One foot of 1/2" diameter PVC plastic pipe

The pipe forms the outside of the popgun. Some hardware stores might sell it by the foot. From other places, like building centers, you will have to buy 5 or 10 feet at a time. It is still little more than a dollar for all 10 feet. PVC pipe is white. Do not get "CPVC" pipe, which is more expensive and a tanish color. One more confusing thing: even on the inside, 1/2" diameter pipe is actually bigger than 1/2" diameter. Go by what the writing says on the outside of the pipe, not by actually measuring .

1/2" diameter wooden dowel

The dowel is for making the plunger, which you push into the pipe to compress the air. Also available from hardware stores and building centers, it comes in either 3 foot or 4 foot long pieces. You can get material for 2 popguns out of a 3' dowel or for 3 popguns out of a 4' dowel.

Foam meat/vegetable packaging tray

This is for the plunger seal. Meat, poultry, small fruits and vegetables are put on these trays in the grocery store and wrapped in clear plastic. See the bottom of the page for a substitute.

1" long (or the shortest available) drywall screw

The drywall screw holds the seal to the tip of the plunger. Hardware stores and building centers with bulk, unpackaged screws will let you get just the one that you need, instead of having to buy a box of them. The shorter it is, the easier it is to screw in.


Duct tape or electrical tape works best. You could use masking tape. Clear tape is the least satisfactory, but ok in a pinch.

strong string, hacksaw blade, phillips-head screwdriver, scissors

The scissors should be adult size, not kid sized. You can use a hacksaw or just the cheap blade without the frame.

Either a cork or a small piece of 1" to 2" thick styrofoam insulation

Alas, natural corks are getting harder to find, and the synthetic rubber ones don't work. Ask around, though. You can easily make a substitute that is just as good if you get a small piece of "closed-cell" styrofoam anywhere from 3/4" to 2" thick. Most people, even at a building center, won't know what you mean by"closed-cell." Instead, refer to it as the kind of styrofoam used for basement foundations under grade (underground). It's usually light blue or pink. Unfortunately, the white "bead board" foam used to package electronic equipment does not work well.

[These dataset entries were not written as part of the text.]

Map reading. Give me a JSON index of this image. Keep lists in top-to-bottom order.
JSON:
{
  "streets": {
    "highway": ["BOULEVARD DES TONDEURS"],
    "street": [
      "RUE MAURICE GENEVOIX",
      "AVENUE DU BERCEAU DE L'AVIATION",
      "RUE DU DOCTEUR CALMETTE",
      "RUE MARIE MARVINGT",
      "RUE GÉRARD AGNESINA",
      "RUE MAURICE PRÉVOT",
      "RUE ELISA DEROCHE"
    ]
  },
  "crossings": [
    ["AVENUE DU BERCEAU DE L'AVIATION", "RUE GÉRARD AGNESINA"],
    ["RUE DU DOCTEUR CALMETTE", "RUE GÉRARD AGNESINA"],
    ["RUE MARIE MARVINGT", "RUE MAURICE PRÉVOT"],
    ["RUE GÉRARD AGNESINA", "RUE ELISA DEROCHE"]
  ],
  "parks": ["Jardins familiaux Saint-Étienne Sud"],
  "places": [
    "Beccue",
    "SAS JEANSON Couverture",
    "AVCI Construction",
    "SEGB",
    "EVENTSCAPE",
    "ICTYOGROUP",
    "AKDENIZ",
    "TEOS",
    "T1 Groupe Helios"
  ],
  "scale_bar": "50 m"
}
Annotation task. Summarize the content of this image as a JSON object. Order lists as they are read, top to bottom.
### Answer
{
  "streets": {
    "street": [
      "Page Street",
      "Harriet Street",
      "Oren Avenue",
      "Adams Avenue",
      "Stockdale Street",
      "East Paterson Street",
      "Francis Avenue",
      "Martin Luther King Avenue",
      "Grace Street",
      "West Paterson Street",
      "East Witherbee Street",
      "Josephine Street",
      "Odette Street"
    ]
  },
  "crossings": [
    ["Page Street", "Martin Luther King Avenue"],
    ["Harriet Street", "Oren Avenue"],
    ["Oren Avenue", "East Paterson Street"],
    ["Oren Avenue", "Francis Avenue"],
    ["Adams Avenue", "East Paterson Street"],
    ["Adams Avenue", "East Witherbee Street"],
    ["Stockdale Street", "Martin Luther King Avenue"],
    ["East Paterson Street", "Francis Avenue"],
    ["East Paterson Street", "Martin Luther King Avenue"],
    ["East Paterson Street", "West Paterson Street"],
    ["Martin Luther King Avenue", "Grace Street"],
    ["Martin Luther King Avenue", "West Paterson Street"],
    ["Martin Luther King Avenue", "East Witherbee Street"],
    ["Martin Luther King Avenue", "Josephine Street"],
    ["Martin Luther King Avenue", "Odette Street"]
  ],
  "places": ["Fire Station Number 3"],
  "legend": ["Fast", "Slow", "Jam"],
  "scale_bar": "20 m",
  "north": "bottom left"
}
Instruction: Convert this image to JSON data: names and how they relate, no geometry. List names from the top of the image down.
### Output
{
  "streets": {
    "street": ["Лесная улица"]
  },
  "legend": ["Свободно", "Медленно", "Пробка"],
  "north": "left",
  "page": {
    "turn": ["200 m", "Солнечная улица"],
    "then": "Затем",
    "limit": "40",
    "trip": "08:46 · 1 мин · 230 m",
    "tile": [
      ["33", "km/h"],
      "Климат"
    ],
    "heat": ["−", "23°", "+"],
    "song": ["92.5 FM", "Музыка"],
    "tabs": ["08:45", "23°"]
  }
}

Styrofoam is sold in sheets big enough to make several thousand corks. Usually building supply/lumber yards sell damaged/ broken pieces cheap. If that doesn't pan out, do you have any relatives, friends or neighbors who might have some left over from a construction project? Finally, someone at a construction site might give you a scrap, especially if you make the rest of popgun and show them how it works. Once you are aware of it, closed-cell foam is quite ubiquitous.

Step 1

Cut the dowel and the PVC pipe.

If your wood dowel is 3' (36") long, cut into two 18" pieces. If your dowel is 4' long (48") you can cut it into three 16" pieces if you're making three popguns. Use a hacksaw, or even just a hacksaw blade to cut it.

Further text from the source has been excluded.